(Stored data entries)
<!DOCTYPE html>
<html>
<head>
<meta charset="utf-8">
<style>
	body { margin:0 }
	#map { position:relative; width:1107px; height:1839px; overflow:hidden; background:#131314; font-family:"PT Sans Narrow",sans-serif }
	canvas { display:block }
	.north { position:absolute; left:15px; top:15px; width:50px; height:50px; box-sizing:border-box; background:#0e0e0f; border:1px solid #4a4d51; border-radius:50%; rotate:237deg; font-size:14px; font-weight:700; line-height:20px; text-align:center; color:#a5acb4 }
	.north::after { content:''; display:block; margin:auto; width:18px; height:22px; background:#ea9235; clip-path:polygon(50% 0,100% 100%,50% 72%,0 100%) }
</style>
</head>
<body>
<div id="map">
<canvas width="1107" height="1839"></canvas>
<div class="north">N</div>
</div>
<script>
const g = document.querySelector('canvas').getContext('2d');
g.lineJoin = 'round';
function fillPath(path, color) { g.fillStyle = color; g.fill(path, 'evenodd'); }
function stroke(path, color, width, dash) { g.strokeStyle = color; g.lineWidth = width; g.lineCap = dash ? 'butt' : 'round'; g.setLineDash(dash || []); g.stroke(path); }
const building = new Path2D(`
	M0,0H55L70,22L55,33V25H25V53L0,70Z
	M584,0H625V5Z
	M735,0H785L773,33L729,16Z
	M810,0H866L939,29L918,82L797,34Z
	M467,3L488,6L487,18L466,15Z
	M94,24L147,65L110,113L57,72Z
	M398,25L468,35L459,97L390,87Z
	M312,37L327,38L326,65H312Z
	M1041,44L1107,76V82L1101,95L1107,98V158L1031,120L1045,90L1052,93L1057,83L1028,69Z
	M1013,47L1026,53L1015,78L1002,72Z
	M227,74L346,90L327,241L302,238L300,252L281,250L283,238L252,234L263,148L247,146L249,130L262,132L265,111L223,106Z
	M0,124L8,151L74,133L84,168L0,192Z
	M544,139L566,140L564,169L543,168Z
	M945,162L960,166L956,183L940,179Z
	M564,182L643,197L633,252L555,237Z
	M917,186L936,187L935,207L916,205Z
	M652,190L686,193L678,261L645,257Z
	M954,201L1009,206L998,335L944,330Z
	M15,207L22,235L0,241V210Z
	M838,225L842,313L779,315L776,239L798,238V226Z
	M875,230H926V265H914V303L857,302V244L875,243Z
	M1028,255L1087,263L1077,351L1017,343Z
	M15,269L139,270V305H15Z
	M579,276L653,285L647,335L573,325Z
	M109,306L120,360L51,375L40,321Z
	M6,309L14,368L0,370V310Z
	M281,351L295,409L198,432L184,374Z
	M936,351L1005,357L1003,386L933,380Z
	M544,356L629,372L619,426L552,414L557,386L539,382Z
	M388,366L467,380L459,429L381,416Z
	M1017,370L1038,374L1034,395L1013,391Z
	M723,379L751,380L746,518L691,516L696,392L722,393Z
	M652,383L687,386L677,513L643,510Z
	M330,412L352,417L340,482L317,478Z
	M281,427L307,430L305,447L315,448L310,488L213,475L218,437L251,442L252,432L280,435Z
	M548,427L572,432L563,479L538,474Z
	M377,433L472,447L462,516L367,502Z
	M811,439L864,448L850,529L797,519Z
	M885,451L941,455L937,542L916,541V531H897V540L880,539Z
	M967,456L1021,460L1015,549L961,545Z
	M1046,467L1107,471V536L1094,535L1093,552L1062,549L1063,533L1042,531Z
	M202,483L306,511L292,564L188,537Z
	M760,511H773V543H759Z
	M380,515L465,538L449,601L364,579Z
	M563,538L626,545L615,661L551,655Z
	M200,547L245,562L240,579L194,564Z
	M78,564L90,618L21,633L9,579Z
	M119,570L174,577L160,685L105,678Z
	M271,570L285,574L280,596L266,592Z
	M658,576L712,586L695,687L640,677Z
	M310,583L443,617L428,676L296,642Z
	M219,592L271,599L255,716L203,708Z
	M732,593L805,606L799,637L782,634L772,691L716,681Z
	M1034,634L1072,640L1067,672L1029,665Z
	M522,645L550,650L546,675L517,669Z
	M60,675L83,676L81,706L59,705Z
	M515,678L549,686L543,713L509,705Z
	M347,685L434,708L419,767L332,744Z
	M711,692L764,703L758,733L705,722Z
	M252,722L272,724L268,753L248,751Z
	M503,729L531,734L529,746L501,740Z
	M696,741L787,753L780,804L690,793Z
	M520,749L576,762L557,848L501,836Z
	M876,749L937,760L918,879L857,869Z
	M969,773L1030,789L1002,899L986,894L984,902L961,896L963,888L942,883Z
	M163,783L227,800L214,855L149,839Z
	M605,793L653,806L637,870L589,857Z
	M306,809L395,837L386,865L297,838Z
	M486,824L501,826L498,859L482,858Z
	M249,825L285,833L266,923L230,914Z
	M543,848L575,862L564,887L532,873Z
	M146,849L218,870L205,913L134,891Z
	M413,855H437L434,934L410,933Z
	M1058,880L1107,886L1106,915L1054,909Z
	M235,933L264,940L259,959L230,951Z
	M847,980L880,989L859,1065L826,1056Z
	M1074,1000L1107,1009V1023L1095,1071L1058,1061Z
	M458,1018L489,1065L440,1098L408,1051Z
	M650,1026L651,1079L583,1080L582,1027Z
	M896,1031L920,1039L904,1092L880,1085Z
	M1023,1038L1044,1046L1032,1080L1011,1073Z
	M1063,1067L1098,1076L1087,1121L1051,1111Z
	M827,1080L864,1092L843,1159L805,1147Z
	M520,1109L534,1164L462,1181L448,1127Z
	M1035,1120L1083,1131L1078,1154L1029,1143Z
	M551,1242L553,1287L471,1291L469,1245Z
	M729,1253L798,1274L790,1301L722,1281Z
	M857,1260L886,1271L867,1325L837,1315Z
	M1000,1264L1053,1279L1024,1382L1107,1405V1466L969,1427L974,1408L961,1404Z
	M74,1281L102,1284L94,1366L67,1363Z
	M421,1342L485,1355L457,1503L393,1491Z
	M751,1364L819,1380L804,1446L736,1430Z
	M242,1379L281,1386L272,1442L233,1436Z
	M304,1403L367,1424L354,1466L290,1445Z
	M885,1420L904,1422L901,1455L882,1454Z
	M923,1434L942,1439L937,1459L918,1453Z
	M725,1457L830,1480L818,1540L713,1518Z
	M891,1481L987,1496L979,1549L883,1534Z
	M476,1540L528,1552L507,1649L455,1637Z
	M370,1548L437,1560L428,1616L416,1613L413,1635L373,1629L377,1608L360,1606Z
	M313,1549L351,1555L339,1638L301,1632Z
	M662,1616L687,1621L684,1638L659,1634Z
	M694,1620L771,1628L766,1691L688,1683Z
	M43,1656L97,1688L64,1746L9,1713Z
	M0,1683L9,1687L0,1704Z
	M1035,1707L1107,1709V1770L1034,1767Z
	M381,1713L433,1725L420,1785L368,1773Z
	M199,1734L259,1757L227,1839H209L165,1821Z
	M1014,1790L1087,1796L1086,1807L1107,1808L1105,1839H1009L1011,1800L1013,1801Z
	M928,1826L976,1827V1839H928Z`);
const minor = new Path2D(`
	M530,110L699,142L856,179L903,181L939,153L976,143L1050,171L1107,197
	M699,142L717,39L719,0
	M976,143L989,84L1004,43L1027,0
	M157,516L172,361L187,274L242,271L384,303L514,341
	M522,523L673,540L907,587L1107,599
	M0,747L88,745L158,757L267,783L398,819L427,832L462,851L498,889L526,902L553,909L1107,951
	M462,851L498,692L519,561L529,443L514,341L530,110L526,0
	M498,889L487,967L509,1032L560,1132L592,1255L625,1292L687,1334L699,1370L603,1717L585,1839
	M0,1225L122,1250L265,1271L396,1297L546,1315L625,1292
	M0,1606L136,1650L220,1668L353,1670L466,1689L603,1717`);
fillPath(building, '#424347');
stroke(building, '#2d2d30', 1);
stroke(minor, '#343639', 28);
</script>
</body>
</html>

▶ TASK OBJECTIVE:
Having output the line that contains "M6,309L14,368L0,370V310Z", stop. Every line before it, back to the first line of the data, must be reproduced exactly.

▶ REPLY TO THE EXERCISE:
<!DOCTYPE html>
<html>
<head>
<meta charset="utf-8">
<style>
	body { margin:0 }
	#map { position:relative; width:1107px; height:1839px; overflow:hidden; background:#131314; font-family:"PT Sans Narrow",sans-serif }
	canvas { display:block }
	.north { position:absolute; left:15px; top:15px; width:50px; height:50px; box-sizing:border-box; background:#0e0e0f; border:1px solid #4a4d51; border-radius:50%; rotate:237deg; font-size:14px; font-weight:700; line-height:20px; text-align:center; color:#a5acb4 }
	.north::after { content:''; display:block; margin:auto; width:18px; height:22px; background:#ea9235; clip-path:polygon(50% 0,100% 100%,50% 72%,0 100%) }
</style>
</head>
<body>
<div id="map">
<canvas width="1107" height="1839"></canvas>
<div class="north">N</div>
</div>
<script>
const g = document.querySelector('canvas').getContext('2d');
g.lineJoin = 'round';
function fillPath(path, color) { g.fillStyle = color; g.fill(path, 'evenodd'); }
function stroke(path, color, width, dash) { g.strokeStyle = color; g.lineWidth = width; g.lineCap = dash ? 'butt' : 'round'; g.setLineDash(dash || []); g.stroke(path); }
const building = new Path2D(`
	M0,0H55L70,22L55,33V25H25V53L0,70Z
	M584,0H625V5Z
	M735,0H785L773,33L729,16Z
	M810,0H866L939,29L918,82L797,34Z
	M467,3L488,6L487,18L466,15Z
	M94,24L147,65L110,113L57,72Z
	M398,25L468,35L459,97L390,87Z
	M312,37L327,38L326,65H312Z
	M1041,44L1107,76V82L1101,95L1107,98V158L1031,120L1045,90L1052,93L1057,83L1028,69Z
	M1013,47L1026,53L1015,78L1002,72Z
	M227,74L346,90L327,241L302,238L300,252L281,250L283,238L252,234L263,148L247,146L249,130L262,132L265,111L223,106Z
	M0,124L8,151L74,133L84,168L0,192Z
	M544,139L566,140L564,169L543,168Z
	M945,162L960,166L956,183L940,179Z
	M564,182L643,197L633,252L555,237Z
	M917,186L936,187L935,207L916,205Z
	M652,190L686,193L678,261L645,257Z
	M954,201L1009,206L998,335L944,330Z
	M15,207L22,235L0,241V210Z
	M838,225L842,313L779,315L776,239L798,238V226Z
	M875,230H926V265H914V303L857,302V244L875,243Z
	M1028,255L1087,263L1077,351L1017,343Z
	M15,269L139,270V305H15Z
	M579,276L653,285L647,335L573,325Z
	M109,306L120,360L51,375L40,321Z
	M6,309L14,368L0,370V310Z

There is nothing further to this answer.